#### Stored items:
++++++++++++++++++++
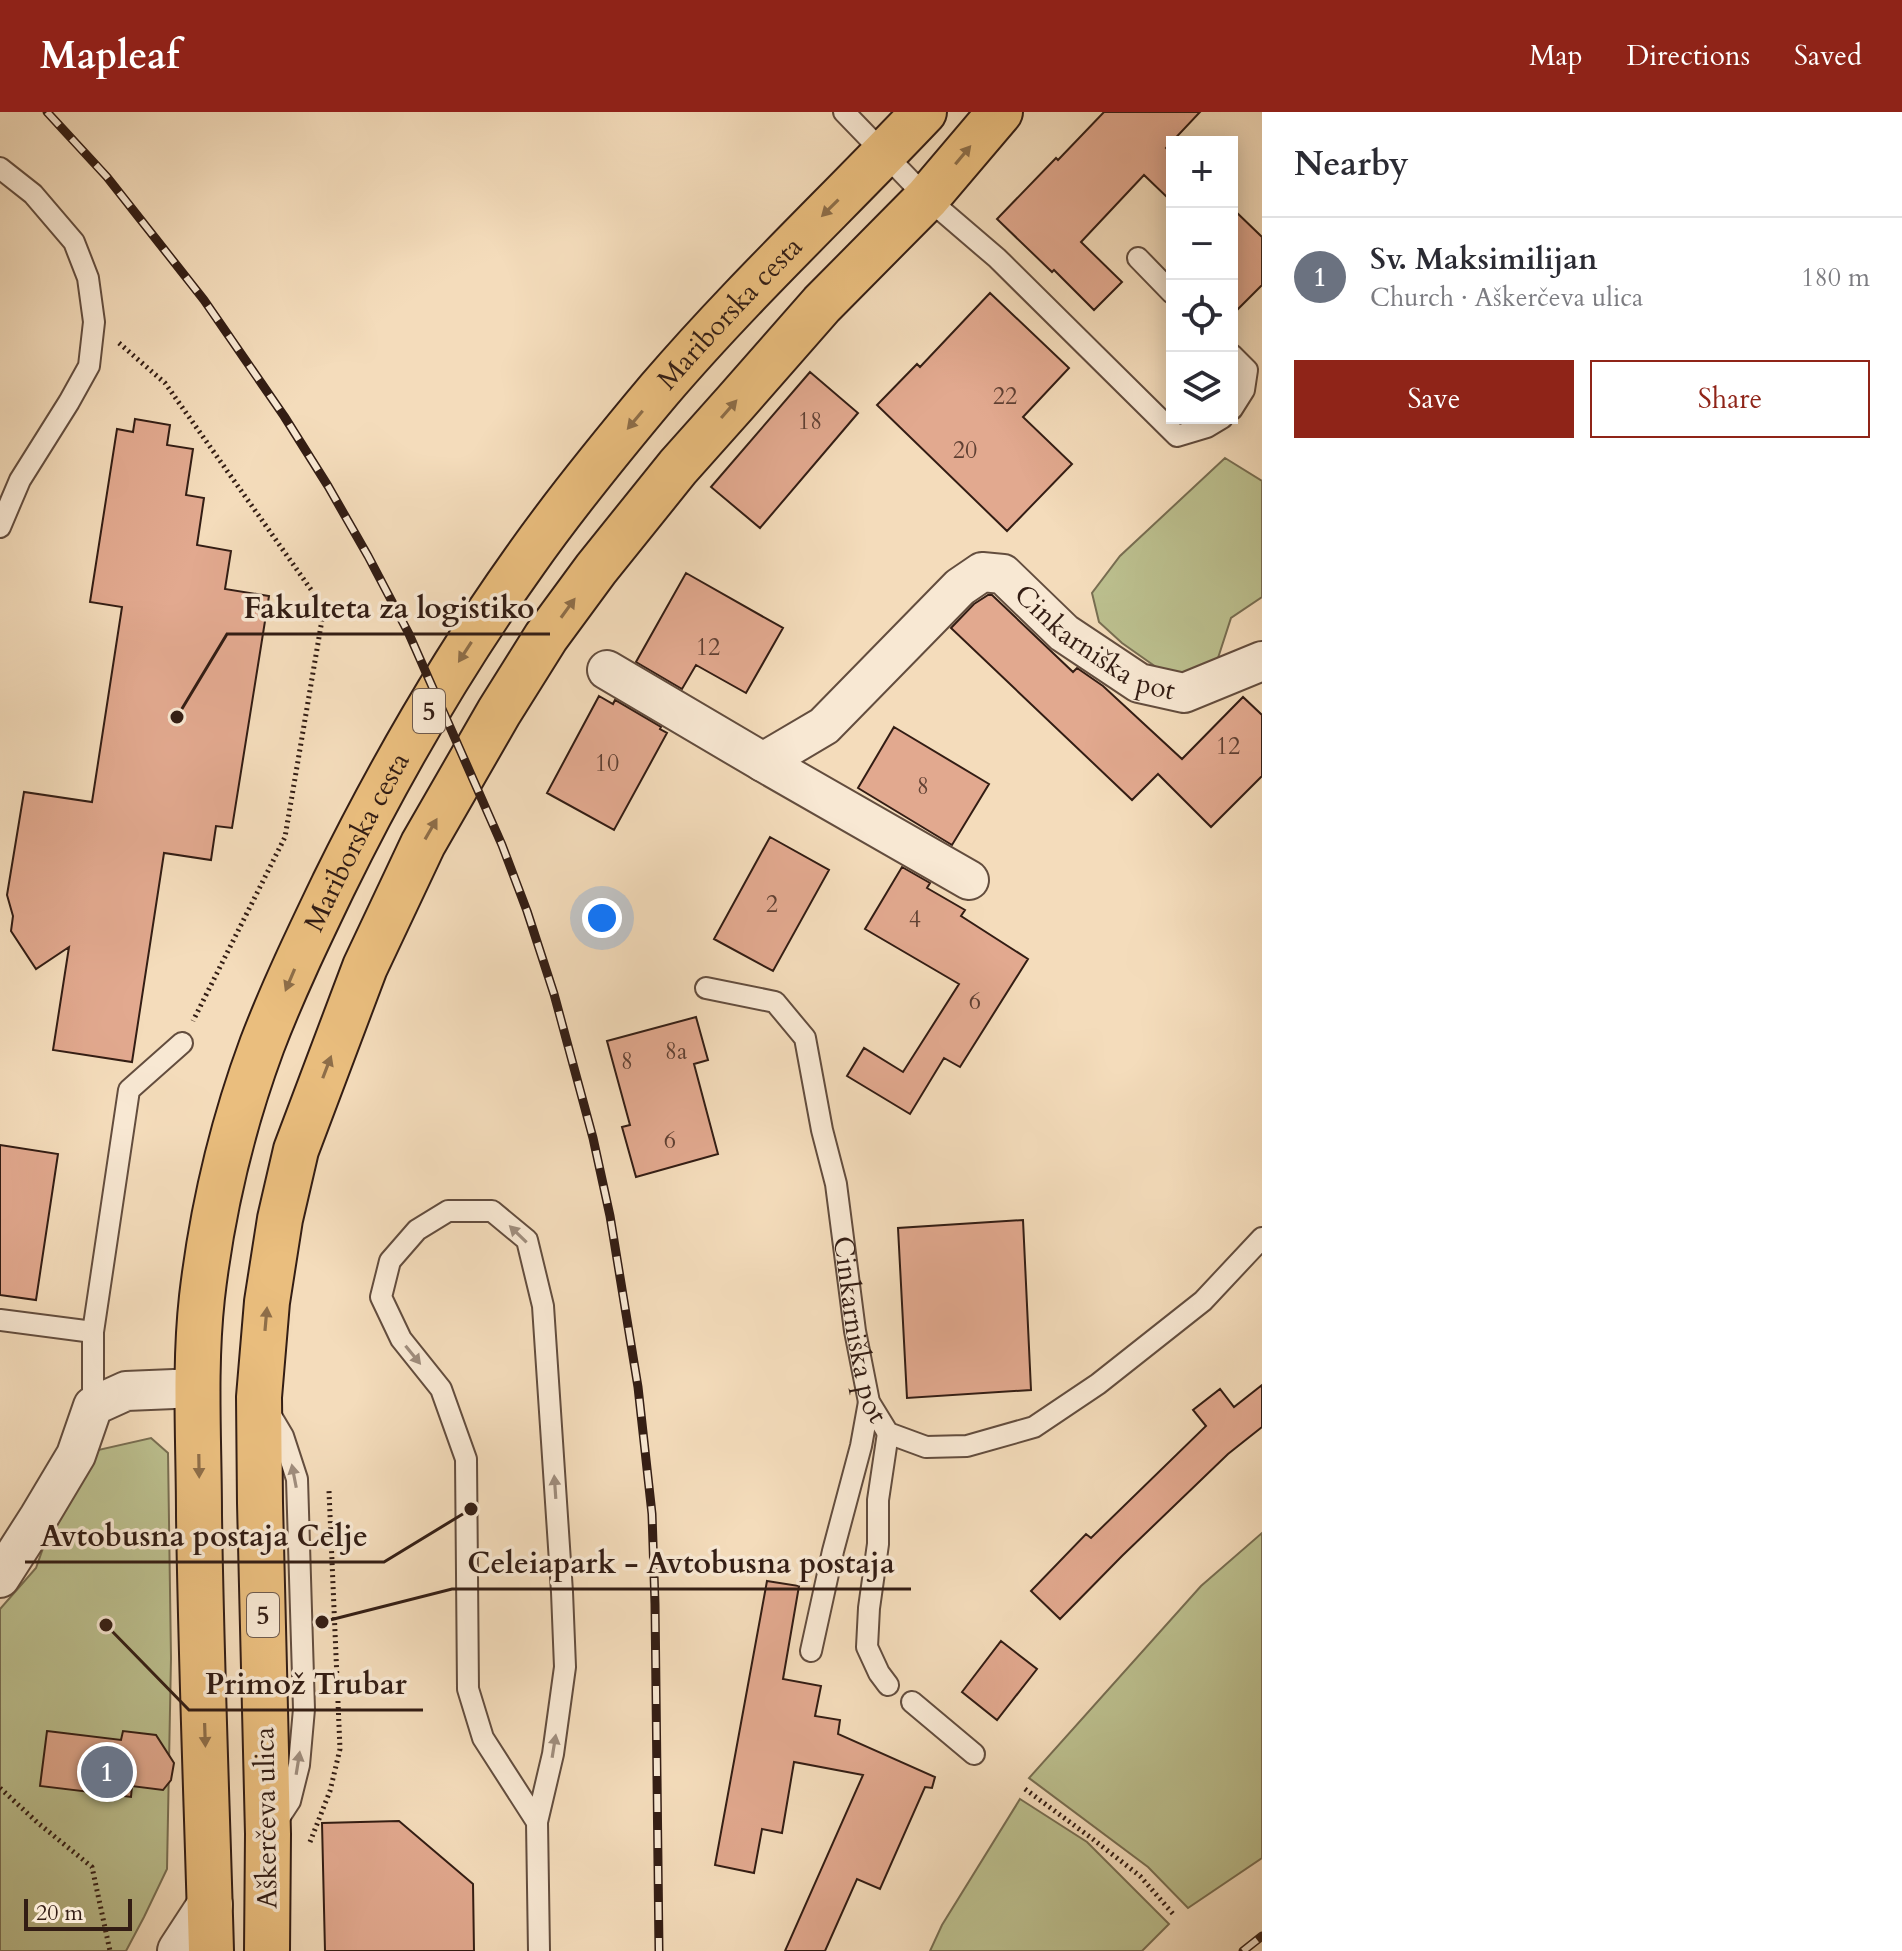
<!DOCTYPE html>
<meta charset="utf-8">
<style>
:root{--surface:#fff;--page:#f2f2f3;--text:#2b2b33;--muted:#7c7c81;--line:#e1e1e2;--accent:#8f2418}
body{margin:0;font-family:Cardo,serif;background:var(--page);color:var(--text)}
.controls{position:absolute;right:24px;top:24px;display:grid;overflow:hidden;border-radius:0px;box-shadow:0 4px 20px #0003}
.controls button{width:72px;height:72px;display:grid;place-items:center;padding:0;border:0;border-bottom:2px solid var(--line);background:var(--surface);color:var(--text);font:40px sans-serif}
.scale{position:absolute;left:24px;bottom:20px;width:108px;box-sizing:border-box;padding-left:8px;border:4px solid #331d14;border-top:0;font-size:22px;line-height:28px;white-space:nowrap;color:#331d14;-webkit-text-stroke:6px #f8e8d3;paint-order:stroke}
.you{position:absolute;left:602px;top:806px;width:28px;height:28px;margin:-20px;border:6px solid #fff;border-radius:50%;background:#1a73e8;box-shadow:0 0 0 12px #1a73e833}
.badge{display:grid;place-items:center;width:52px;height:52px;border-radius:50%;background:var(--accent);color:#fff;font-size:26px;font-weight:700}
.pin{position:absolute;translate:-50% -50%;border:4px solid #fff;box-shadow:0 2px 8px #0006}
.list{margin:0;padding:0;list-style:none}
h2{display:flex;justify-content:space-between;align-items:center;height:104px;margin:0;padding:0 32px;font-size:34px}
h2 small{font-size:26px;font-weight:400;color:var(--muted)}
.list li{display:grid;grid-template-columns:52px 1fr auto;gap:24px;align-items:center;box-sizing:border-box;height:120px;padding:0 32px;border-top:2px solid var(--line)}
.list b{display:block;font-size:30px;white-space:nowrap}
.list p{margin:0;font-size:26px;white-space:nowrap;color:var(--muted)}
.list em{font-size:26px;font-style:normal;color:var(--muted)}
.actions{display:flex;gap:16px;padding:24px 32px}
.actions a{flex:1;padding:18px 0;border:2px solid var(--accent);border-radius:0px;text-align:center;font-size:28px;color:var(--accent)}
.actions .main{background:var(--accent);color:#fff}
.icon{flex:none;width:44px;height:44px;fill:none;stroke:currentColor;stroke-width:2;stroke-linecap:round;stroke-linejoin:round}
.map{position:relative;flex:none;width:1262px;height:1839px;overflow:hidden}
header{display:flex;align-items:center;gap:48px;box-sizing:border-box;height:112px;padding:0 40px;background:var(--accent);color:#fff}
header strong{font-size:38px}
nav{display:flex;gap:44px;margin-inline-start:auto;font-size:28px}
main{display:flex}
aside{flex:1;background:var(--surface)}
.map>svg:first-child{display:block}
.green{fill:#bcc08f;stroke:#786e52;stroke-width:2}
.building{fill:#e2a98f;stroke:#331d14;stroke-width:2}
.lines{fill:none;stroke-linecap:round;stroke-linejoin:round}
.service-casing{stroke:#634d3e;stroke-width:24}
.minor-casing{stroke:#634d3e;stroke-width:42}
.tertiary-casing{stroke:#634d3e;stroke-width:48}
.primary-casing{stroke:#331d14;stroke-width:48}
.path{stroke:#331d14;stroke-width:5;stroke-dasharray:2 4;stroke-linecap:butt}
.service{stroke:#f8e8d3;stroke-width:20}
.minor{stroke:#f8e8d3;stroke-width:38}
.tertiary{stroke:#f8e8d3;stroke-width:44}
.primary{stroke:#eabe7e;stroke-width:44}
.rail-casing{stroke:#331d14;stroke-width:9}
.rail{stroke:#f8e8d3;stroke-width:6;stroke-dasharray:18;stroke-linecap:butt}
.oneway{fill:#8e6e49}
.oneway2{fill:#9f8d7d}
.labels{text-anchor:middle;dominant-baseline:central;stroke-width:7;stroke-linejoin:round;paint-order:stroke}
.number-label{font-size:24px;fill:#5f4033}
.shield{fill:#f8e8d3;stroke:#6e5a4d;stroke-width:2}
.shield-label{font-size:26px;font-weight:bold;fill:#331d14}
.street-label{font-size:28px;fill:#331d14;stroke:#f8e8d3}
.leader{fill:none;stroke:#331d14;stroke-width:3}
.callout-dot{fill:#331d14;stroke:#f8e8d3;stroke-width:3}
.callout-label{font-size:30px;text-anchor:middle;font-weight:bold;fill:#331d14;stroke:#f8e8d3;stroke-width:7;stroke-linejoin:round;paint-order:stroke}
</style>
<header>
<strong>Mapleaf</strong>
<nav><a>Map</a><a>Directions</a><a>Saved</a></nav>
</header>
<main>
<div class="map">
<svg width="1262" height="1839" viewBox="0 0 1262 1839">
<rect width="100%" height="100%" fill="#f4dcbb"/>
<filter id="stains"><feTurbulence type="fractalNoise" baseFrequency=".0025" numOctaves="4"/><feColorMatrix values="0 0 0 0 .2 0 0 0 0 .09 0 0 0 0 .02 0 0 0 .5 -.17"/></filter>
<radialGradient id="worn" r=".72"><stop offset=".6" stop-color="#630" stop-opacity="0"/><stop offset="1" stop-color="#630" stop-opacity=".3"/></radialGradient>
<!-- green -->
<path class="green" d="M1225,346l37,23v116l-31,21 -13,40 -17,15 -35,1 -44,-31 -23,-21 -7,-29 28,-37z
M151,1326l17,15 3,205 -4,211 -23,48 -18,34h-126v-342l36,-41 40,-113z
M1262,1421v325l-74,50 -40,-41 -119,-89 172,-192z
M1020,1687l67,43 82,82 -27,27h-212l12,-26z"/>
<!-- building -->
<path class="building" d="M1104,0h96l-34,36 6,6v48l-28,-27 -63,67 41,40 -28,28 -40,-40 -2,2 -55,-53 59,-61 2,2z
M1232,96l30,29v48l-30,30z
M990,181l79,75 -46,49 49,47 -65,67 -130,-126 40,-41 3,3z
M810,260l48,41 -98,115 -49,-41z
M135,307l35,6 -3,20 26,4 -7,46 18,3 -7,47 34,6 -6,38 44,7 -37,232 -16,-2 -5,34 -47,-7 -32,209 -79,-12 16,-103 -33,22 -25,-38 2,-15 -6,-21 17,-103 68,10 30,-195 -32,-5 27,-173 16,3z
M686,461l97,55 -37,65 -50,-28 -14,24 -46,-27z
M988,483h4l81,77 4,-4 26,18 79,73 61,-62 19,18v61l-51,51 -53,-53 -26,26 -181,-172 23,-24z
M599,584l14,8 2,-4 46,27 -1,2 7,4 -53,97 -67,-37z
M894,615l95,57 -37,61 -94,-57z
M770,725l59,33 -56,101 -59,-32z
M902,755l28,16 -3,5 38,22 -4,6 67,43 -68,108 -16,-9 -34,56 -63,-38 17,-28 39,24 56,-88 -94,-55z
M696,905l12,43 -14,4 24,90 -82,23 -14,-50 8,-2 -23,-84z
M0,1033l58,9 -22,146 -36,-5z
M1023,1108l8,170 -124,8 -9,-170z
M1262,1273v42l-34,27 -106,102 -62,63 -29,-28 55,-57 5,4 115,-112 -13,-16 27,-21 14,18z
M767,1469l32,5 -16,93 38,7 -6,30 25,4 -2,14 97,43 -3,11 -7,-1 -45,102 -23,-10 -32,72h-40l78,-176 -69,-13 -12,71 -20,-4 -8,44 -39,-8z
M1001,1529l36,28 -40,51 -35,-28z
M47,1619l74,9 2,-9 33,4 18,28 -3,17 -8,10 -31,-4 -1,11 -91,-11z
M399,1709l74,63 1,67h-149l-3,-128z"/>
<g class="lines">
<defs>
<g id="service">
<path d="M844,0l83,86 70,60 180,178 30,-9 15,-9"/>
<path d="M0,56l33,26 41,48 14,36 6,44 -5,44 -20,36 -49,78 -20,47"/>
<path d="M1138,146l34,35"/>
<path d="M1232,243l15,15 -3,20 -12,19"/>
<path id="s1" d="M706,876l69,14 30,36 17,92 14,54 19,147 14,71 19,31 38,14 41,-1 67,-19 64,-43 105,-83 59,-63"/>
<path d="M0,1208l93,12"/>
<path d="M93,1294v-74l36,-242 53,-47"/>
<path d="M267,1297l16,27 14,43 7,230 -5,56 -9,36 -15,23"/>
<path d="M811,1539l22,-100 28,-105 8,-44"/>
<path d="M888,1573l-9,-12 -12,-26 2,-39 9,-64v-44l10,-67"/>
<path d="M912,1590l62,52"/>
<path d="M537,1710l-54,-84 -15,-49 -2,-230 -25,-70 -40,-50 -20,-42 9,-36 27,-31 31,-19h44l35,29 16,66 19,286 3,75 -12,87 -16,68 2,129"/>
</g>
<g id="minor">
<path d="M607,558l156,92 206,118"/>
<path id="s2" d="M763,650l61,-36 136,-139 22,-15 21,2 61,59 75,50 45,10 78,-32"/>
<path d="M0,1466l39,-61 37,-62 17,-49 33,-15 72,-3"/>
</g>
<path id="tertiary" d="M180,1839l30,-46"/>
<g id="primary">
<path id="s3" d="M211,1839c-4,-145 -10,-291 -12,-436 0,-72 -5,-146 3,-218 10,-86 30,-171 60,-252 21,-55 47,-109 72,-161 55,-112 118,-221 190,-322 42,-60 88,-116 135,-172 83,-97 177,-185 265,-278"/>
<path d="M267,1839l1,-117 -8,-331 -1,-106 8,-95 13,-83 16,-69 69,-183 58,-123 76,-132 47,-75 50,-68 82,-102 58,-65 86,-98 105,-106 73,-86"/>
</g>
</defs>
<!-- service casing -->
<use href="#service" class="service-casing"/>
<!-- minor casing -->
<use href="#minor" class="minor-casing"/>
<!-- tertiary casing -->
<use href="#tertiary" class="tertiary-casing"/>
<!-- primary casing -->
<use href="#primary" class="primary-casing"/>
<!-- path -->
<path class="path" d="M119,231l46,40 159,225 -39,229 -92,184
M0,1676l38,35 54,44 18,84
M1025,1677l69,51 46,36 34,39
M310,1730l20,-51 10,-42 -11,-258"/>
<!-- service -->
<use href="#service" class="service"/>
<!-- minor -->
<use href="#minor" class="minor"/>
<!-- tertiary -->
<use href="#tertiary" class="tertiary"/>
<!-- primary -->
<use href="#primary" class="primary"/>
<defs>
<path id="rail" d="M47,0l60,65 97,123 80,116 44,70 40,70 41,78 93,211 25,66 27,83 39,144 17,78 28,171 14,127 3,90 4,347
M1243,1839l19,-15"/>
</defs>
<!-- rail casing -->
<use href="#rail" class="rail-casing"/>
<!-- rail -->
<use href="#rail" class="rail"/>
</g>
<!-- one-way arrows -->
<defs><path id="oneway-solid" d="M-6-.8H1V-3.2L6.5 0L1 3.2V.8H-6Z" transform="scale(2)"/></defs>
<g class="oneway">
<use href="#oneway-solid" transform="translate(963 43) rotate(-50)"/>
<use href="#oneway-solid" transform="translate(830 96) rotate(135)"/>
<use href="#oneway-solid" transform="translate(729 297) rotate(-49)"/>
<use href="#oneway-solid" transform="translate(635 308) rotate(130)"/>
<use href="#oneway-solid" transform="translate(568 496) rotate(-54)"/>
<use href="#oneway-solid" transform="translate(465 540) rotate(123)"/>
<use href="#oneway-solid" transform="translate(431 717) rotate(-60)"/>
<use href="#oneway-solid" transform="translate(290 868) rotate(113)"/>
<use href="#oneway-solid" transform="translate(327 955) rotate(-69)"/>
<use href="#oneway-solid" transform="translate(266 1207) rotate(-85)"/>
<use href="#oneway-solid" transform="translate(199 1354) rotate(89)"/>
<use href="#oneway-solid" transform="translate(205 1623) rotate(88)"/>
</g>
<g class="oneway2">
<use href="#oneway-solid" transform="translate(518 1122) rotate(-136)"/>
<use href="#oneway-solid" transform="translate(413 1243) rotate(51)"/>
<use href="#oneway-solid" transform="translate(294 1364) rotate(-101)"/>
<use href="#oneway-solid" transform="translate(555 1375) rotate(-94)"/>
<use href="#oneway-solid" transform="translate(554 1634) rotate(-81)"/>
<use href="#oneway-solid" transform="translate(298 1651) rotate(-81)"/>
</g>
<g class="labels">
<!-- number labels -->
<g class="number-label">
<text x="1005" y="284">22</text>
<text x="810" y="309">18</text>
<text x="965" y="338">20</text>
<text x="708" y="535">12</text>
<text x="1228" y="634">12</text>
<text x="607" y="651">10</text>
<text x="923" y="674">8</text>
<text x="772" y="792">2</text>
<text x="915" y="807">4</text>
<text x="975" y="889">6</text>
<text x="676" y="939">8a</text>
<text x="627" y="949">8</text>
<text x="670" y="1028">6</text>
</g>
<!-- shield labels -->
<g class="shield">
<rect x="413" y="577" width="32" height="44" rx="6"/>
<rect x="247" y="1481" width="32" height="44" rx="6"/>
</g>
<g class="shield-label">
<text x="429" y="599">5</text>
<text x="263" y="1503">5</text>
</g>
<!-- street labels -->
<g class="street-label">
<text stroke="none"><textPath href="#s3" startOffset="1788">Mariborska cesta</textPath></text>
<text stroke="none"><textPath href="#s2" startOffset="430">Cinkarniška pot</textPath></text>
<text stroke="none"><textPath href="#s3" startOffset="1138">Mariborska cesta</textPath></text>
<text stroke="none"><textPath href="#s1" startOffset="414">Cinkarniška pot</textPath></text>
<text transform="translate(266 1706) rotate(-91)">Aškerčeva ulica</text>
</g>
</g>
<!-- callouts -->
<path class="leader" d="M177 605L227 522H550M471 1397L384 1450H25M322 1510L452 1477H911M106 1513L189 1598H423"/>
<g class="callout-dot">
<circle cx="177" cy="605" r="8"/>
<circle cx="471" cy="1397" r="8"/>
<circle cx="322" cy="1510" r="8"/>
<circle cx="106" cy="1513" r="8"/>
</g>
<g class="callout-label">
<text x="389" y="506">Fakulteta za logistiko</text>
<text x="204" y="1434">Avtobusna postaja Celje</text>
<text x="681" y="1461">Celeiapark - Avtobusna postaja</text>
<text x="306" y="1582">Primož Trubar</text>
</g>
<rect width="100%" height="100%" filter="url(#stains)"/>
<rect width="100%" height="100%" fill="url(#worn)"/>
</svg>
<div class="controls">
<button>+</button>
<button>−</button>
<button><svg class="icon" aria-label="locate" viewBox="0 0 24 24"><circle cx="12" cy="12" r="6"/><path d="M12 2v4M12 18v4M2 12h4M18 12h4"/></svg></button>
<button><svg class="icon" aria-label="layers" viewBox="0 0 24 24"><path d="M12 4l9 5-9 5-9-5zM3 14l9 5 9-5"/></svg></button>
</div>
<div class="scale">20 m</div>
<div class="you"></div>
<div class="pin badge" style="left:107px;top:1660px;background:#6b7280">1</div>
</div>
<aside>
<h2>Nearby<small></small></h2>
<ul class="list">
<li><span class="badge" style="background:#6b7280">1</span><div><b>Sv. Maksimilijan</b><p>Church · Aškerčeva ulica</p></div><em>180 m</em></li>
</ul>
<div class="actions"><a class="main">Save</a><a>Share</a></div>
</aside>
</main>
++++++++++++++++++++
#### Action item:
What you give back should be only the lines of the records above, starting at the line with "<!-- number labels -->" and ending at the line with "<button>+</button>", restated word for word.

#### Exercise solution:
<!-- number labels -->
<g class="number-label">
<text x="1005" y="284">22</text>
<text x="810" y="309">18</text>
<text x="965" y="338">20</text>
<text x="708" y="535">12</text>
<text x="1228" y="634">12</text>
<text x="607" y="651">10</text>
<text x="923" y="674">8</text>
<text x="772" y="792">2</text>
<text x="915" y="807">4</text>
<text x="975" y="889">6</text>
<text x="676" y="939">8a</text>
<text x="627" y="949">8</text>
<text x="670" y="1028">6</text>
</g>
<!-- shield labels -->
<g class="shield">
<rect x="413" y="577" width="32" height="44" rx="6"/>
<rect x="247" y="1481" width="32" height="44" rx="6"/>
</g>
<g class="shield-label">
<text x="429" y="599">5</text>
<text x="263" y="1503">5</text>
</g>
<!-- street labels -->
<g class="street-label">
<text stroke="none"><textPath href="#s3" startOffset="1788">Mariborska cesta</textPath></text>
<text stroke="none"><textPath href="#s2" startOffset="430">Cinkarniška pot</textPath></text>
<text stroke="none"><textPath href="#s3" startOffset="1138">Mariborska cesta</textPath></text>
<text stroke="none"><textPath href="#s1" startOffset="414">Cinkarniška pot</textPath></text>
<text transform="translate(266 1706) rotate(-91)">Aškerčeva ulica</text>
</g>
</g>
<!-- callouts -->
<path class="leader" d="M177 605L227 522H550M471 1397L384 1450H25M322 1510L452 1477H911M106 1513L189 1598H423"/>
<g class="callout-dot">
<circle cx="177" cy="605" r="8"/>
<circle cx="471" cy="1397" r="8"/>
<circle cx="322" cy="1510" r="8"/>
<circle cx="106" cy="1513" r="8"/>
</g>
<g class="callout-label">
<text x="389" y="506">Fakulteta za logistiko</text>
<text x="204" y="1434">Avtobusna postaja Celje</text>
<text x="681" y="1461">Celeiapark - Avtobusna postaja</text>
<text x="306" y="1582">Primož Trubar</text>
</g>
<rect width="100%" height="100%" filter="url(#stains)"/>
<rect width="100%" height="100%" fill="url(#worn)"/>
</svg>
<div class="controls">
<button>+</button>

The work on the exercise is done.